Тут и целые большие эпиграммы, в роде, например, следующей:
Учитель приказал — будь нигилистом, друг,Работа легкая — свищи и прыгай с нами —В „Свистке“ иль „хронике“ — хоть прозой, хоть стихами…И пишет, пишет он. А как вторымто вдругОкажется москвич учителем по счету.Уж он наверное трудней задаст работу.Не напечатает он и в смеси стихи,Невинной юности нелепые грехи.Прикажет позабыть все эти там идеи,Пера игривого лукавые затеи.
Этот „москвич“ — конечно, Катков, в журнал которого мог якобы переметнуться Салтыков. В большом стихотворении „Выспренний Кулерберг“, с подзаголовком „Нечто в роде Вальпургиевой ночи, только гораздо грязнее“, Мефистофель и Фауст на русском журнальном Брокене встречают ряд писателей; среди них выступает и —
Журнальный Вицгубернатор.
Я журнальный генерал,Все я на свете знаю;Всех ругая наповал,Деньги наживаю.

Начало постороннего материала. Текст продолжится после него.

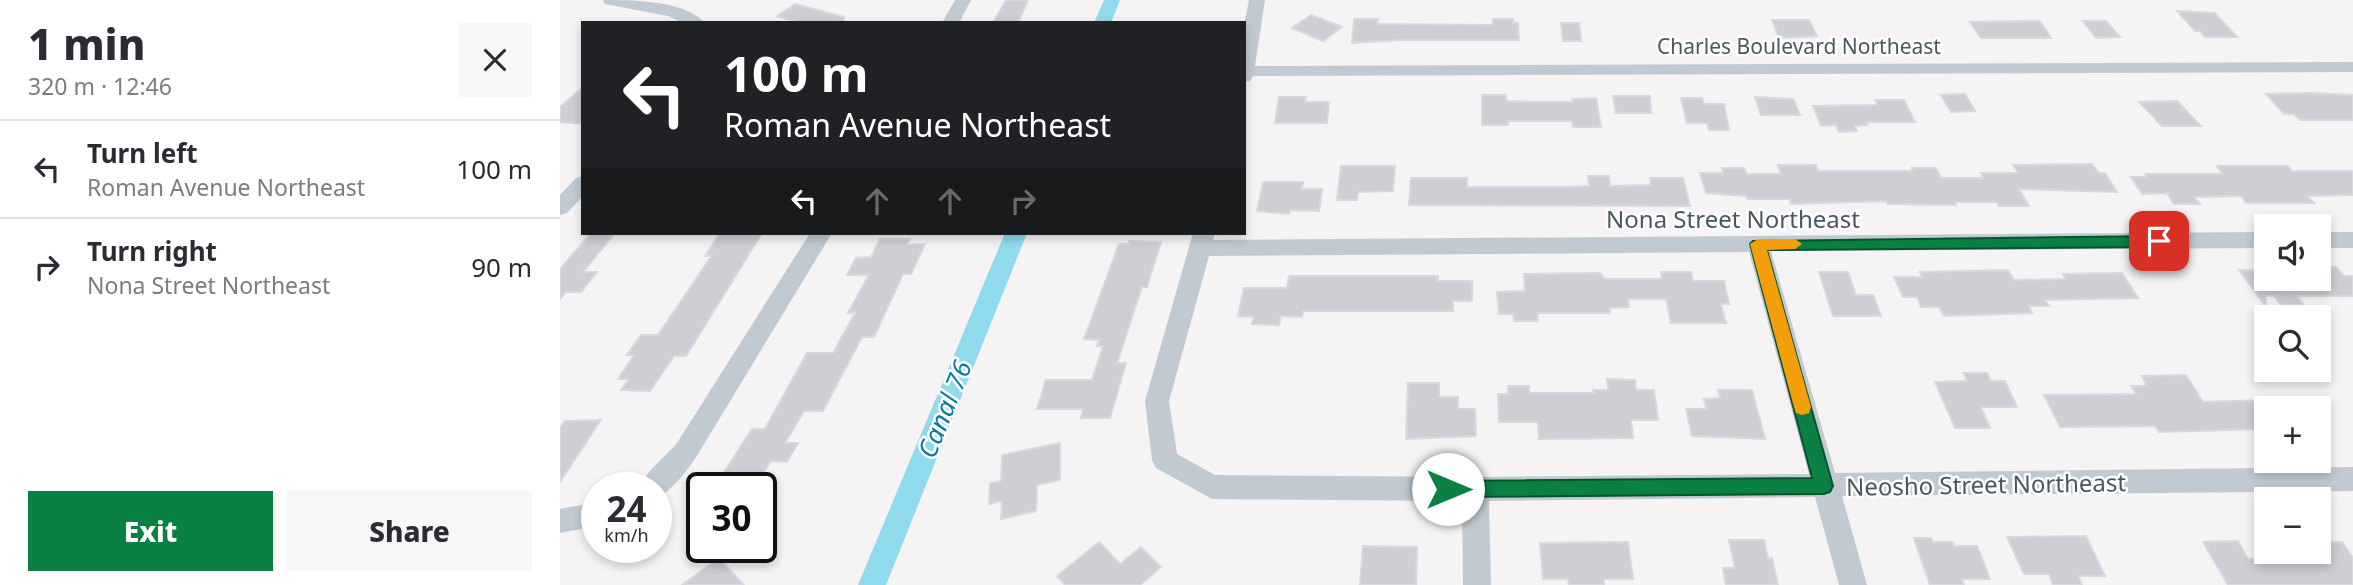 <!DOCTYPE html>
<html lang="en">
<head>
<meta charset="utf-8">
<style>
	:root { --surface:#fff; --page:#f7f7f7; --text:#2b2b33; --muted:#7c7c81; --line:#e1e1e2; --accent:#0b8043 }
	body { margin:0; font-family:"Noto Sans",sans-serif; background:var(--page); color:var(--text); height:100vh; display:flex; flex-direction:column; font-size:26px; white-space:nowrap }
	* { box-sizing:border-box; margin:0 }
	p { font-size:23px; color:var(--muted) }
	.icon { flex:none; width:38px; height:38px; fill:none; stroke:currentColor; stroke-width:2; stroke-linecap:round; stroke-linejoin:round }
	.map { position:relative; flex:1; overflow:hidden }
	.panel { display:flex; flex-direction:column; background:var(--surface); width:560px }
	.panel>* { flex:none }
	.top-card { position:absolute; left:21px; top:21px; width:665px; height:214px; border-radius:0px; box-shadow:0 4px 10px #0003; background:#202124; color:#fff; overflow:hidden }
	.controls { position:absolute; left:1694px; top:214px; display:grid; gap:14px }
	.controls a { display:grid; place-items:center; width:77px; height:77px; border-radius:0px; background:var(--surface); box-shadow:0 4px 10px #0003; font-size:35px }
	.speed { position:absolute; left:21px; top:472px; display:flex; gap:14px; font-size:35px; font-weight:700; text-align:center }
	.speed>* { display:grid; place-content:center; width:91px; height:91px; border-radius:50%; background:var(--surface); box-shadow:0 4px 10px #0003; line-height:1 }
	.speed small { font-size:18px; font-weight:400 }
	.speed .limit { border:4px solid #111; border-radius:10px; background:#fff; color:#111 }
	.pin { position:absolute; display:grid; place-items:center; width:60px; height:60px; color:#fff; margin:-30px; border-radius:14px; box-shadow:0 4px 10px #0006 }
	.me { position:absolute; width:77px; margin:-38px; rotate:90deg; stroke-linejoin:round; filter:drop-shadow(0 0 5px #0008) }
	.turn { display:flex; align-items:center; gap:24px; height:147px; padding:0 28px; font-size:32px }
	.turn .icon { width:91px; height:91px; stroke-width:2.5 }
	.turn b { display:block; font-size:49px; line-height:60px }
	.lanes { display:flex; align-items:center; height:66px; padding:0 28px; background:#0003; justify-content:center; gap:35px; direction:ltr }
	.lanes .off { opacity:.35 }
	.round { display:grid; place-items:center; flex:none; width:74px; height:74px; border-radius:0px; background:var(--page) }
	.summary { display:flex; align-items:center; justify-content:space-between; height:119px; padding:0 28px }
	h1 { font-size:42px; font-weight:800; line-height:52px }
	.action { display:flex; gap:14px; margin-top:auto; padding:14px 28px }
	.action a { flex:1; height:80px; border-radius:0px; background:var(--accent); color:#fff; font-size:28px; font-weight:800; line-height:80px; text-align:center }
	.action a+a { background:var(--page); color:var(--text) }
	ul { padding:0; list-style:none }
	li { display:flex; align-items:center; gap:21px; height:98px; padding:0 28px; border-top:2px solid var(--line) }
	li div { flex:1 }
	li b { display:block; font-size:26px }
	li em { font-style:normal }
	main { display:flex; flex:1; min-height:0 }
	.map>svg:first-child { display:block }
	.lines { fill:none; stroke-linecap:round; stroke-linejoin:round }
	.canal { fill:#90daee; fill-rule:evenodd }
	.building { fill:#cdcfd5; stroke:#d7d9de; stroke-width:2 }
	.street { fill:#c1cad2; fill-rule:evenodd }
	.route { fill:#0b8043; stroke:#07532c; stroke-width:2 }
	.slow { fill:#f59e0b }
	.labels { text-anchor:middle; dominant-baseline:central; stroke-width:5; stroke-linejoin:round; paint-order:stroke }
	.far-street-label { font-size:21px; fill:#4a5661; stroke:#fff }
	.street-label { font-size:24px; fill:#4a5661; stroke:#fff }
	.water-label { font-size:26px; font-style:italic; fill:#0c7c9b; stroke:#fff }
</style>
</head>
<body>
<main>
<section class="panel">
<div class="summary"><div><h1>1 min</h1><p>320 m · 12:46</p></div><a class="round"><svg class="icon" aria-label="close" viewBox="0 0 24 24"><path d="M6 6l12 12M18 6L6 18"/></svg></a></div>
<ul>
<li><svg class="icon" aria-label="left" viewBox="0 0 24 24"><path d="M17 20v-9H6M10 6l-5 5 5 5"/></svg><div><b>Turn left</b><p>Roman Avenue Northeast</p></div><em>100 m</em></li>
<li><svg class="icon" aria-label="right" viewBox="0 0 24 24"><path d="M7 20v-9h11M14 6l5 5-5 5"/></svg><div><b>Turn right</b><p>Nona Street Northeast</p></div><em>90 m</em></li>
</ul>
<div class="action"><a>Exit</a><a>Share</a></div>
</section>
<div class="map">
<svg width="1793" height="585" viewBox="0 0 1793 585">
	<rect width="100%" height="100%" fill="#f5f3f3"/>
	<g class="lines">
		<g class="canal">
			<path d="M544,0H560L551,23H534Z"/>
			<path d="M445,233H467L326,585H298Z"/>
		</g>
	</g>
	<g class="building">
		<path d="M446,0H468L458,23H433Z"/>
		<path d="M235,4L284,17L283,23H242L217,16Z"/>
		<path d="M1617,11L1655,13L1677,37H1645L1640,31H1635Z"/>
		<path d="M751,15L782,27L763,41L732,28Z"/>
		<path d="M794,19H818L817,24L933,25V19H953V23H958L959,40H841L792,43Z"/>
		<path d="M1212,20H1249L1257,36L1219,38Z"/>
		<path d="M1480,21L1491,38H1421L1410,22Z"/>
		<path d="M1523,21H1546L1560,37L1536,38Z"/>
		<path d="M1001,23H1019L1021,41H1003Z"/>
		<path d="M23,87V124L0,122V107Z"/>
		<path d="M1750,93L1793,95V120H1740L1734,114H1724L1706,94Z"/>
		<path d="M1405,94L1415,111L1391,112L1381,95Z"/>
		<path d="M922,95H946V101L970,102H1013L1012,99L1036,98L1041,127H1013L1012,121H948V125H922Z"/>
		<path d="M1053,96H1090L1091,113H1056Z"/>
		<path d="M719,97H746L745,102H769L767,123H715Z"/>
		<path d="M1195,97L1233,99L1240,115H1201Z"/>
		<path d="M1121,98H1142L1144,104H1164L1169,130H1149L1147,123H1127Z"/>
		<path d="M1315,100H1344L1355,122H1306L1308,125L1295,126L1297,131L1279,132L1276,125L1261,126L1253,106L1318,105Z"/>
		<path d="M1617,101L1641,126H1602L1579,102Z"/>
		<path d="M1532,164L1539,173H1545L1557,192L1459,189L1469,206H1439L1437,202H1394L1396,205L1328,204L1326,201L1231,204L1230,199H1187L1186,196L1146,193L1140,173H1163L1162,168H1184L1187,174H1221L1218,165H1256L1258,171H1353L1352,168H1376L1381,178H1423L1421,173H1458L1453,165Z"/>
		<path d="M781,166H835L833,191L798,192L797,200H777Z"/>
		<path d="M1657,166H1728L1732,171H1793V195L1747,196L1754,203H1686L1681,196L1634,197L1640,204H1614L1607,193L1582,194L1571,177H1587L1585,174H1663Z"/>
		<path d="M1028,176H1049L1050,186L1091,185L1090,178H1123L1130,206L849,205L851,178H907V187H1006L1029,186Z"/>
		<path d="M703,182H743L742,189H762L759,211L730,210L729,214L697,211Z"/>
		<path d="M31,233H55L23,272H37L21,292H6L0,299V269Z"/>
		<path d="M160,233H202L126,356H114L90,391L61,390L69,379H58L74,355H67L81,335H98L152,255L145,256Z"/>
		<path d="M320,239H350L347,245L365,244L351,274H343L314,337H302L263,411H244L225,443H238L227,462L211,461L194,488L155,486L192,429H205L247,353H273L295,313H288L309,275H287L296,258L311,257Z"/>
		<path d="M569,241L601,242L587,287H582L557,363H566L550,418H521L523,409H477L486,380H532L543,346H537L539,340L524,339L559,244H569Z"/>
		<path d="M1759,267H1776L1784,276H1793V296H1737L1744,305H1721L1714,296H1706V307L1679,270H1706V278H1759Z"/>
		<path d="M1448,270L1454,280L1506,279L1503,274L1562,273L1578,298L1485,300L1489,306H1469L1472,313L1384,316L1379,307H1361L1357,297H1343L1334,277H1362L1360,272Z"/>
		<path d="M1101,272H1131L1133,281H1164L1169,304H1161L1166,323H1111L1106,299H1068L1069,307L1049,308L1050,313H977L978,321H954L953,314H939L937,292L965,291L964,274L1040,273L1045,279H1102Z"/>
		<path d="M1259,272H1288L1296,295H1313L1321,316H1273Z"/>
		<path d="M729,276H878V281H912V301H893V311H743L742,317L721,316L719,325L692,324L694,317L678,316L684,288H727Z"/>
		<path d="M1404,373H1427L1431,381H1445L1457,407H1421L1430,428H1395L1375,382L1407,381Z"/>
		<path d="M1626,375L1643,402L1706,400V429L1599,432L1595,426L1500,427L1484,395L1576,394L1571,386H1587L1582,376Z"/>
		<path d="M1047,379L1075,380L1076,390H1094L1098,420H1071L1073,438L979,439L978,422H939L938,394H948V386H969V393H1034L1033,390H1048Z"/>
		<path d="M848,383H879V397H898V409H915L916,436L846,439Z"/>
		<path d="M1158,390H1192L1205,439L1132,436L1126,409H1146L1144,399L1160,398Z"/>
		<path d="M41,420L0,482V428L5,421Z"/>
		<path d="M500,443V480L477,485L476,511L441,519L442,501L429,504L430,483L441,481L442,455Z"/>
		<path d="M1526,536L1545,576H1518L1522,585H1493L1489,574H1464L1447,537Z"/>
		<path d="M1354,538H1371L1373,542H1393L1394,546H1417L1430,579H1402L1404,585H1370Z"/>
		<path d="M1169,540H1204L1208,559L1212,558L1218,585H1166L1163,568H1175Z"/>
		<path d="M1678,541L1688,559L1760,557L1759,542H1782L1793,558V585H1668L1643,542Z"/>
		<path d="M539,542L560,564L581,547L601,567L580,585H505L497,576Z"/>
		<path d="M1068,542L1073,579H1044V585H1009L1008,579H983L980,543Z"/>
		<path d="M803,546L857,547L856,585H800Z"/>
		<path d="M159,558L184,585H122Z"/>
	</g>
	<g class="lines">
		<g class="street">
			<path d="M43,0C71,0 125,0 145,23H123L108,16L45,4Z"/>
			<path d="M395,0H411L399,23H382Z"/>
			<path d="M689,0H705L695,66L1793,62V72L693,76L690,81L684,82V25Z"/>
			<path d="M23,176V196L7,213L0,215V195L16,178Z"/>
			<path d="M1706,232V248L1211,251L1275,473L1793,467V491L1282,496L1307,585H1279L1255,497L929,501L931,585H903L902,501L652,499L596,468L592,460L585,401L633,233H655L653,240ZM1189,252L1249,474L915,477L655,475L617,454L609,401L649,256Z"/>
			<rect x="1759" y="232" width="34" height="16"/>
			<path d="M250,233H272L135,459C124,474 113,490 96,498V488H78C83,475 106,456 117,443Z"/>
			<path d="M37,502V526L0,533V509Z"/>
		</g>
	</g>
	<path class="route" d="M1599,236L1607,241L1599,247L1207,250L1273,486L1270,492L1264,494L888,497L882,495L879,489L882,483L888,481L1252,478L1190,244L1193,241Z"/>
	<path class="slow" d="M1198,239H1235L1242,244L1235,249L1207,250L1251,407L1249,413L1242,415L1236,413L1234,407L1190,244Z"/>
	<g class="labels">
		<g class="far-street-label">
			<text x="1239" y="46">Charles Boulevard Northeast</text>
		</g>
		<g class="street-label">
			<text x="1173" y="218">Nona Street Northeast</text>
			<text transform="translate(1426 484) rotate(-1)">Neosho Street Northeast</text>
		</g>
		<g class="water-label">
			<text transform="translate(384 409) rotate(-68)">Canal 76</text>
		</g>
	</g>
</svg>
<div class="controls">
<a><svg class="icon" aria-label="sound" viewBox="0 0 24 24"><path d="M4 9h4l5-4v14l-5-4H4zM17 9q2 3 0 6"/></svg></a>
<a><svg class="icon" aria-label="search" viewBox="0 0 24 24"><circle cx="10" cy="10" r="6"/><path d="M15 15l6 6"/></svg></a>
<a>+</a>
<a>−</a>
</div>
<div class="speed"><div>24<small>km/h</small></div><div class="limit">30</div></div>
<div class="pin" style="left:1599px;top:241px;background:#d93025"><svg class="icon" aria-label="arrive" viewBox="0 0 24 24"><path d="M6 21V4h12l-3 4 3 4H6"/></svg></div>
<svg class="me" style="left:888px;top:489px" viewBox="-20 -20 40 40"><circle r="19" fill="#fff"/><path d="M0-13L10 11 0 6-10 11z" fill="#0b8043"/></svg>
<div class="top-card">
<div class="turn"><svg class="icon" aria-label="left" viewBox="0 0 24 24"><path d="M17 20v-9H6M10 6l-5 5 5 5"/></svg><div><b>100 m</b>Roman Avenue Northeast</div></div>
<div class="lanes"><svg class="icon" aria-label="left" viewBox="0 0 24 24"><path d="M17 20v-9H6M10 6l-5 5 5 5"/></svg><svg class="icon off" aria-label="ahead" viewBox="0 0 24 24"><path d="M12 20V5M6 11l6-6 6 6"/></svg><svg class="icon off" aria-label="ahead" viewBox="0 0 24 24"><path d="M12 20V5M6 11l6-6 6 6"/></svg><svg class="icon off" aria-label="right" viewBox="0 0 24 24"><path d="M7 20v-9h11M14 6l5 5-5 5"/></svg></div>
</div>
</div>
</main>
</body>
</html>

Сатирическая журнальная литература шестидесятых годов почти совсем не изучена (исключение составляют журналы „Искра“ и „Весельчак“, исчерпывающе описанные И. Ф. Масановым); тем интереснее было остановиться на мало известном журнальчике, руководимом к тому же Аполлоном Григорьевым, и познакомиться, как этот идейный враг Салтыкова расправлялся с ним на страницах своего журнала. Это отношение к Салтыкову очень показательно: не только Аполлон Григорьев, но и другие современные ему журналисты и писатели пребывали в недоумении о причинах связи Салтыкова с „нигилистами“. Мы теперь хорошо знаем эти причины, так как видели путь развития Салтыкова в 1860–1862 гг., когда он печатал на страницах „Современника“ свой глуповский цикл. „Нигилистом“ Салтыков не был, как не был выразителем этого течения и сам „Современник“, напротив того, боровшийся с представителями идей нигилизма, писавшими тогда в „Русском Слове“. С „Современником“ Салтыкова связал не „нигилизм“, а соединила общая политическая и социальная платформа. Понятие „народа“ недаром было основным и для Салтыкова, и для „Современника“; заложенные Герценом и Чернышевским основы социалистического народничества, получившие окончательное развитие лишь в семидесятых годах, продолжали развиваться в „Современнике“ и после насильственного удаления из него Чернышевского. Мы видели, что в своих публицистических статьях Салтыков совершенно определенно примкнул к этой мало-по-малу выявлявшейся тогда точке зрения. Работа Салтыкова в „Современнике“ 1863–1864 гг. была громадна не только по количеству написанного им за эти два года, но и по значению этого написанного в общей истории всего литературного творчества Салтыкова. Не говоря уже о том, что за эти годы на страницах „Современника“ Салтыков закончил глуповский цикл, дал в очерке „Как кому угодно“ первый и ясный набросок темы будущих „Благонамеренных речей“, написал первые четыре очерка будущих „Помпадуров и помпадурш“, — в это же время им был написан глубоко замечательный цикл статей „Наша общественная жизнь“, в которых Салтыков, после глуповского цикла, окончательно выработал свой стиль, свои темы, способ подхода к ним и свой язык. После трехлетнего вынужденного службой пробела в литературной работе, Салтыков достиг вершин литературного развития уже в самых первых своих произведениях конца шестидесятых и начала семидесятых годов.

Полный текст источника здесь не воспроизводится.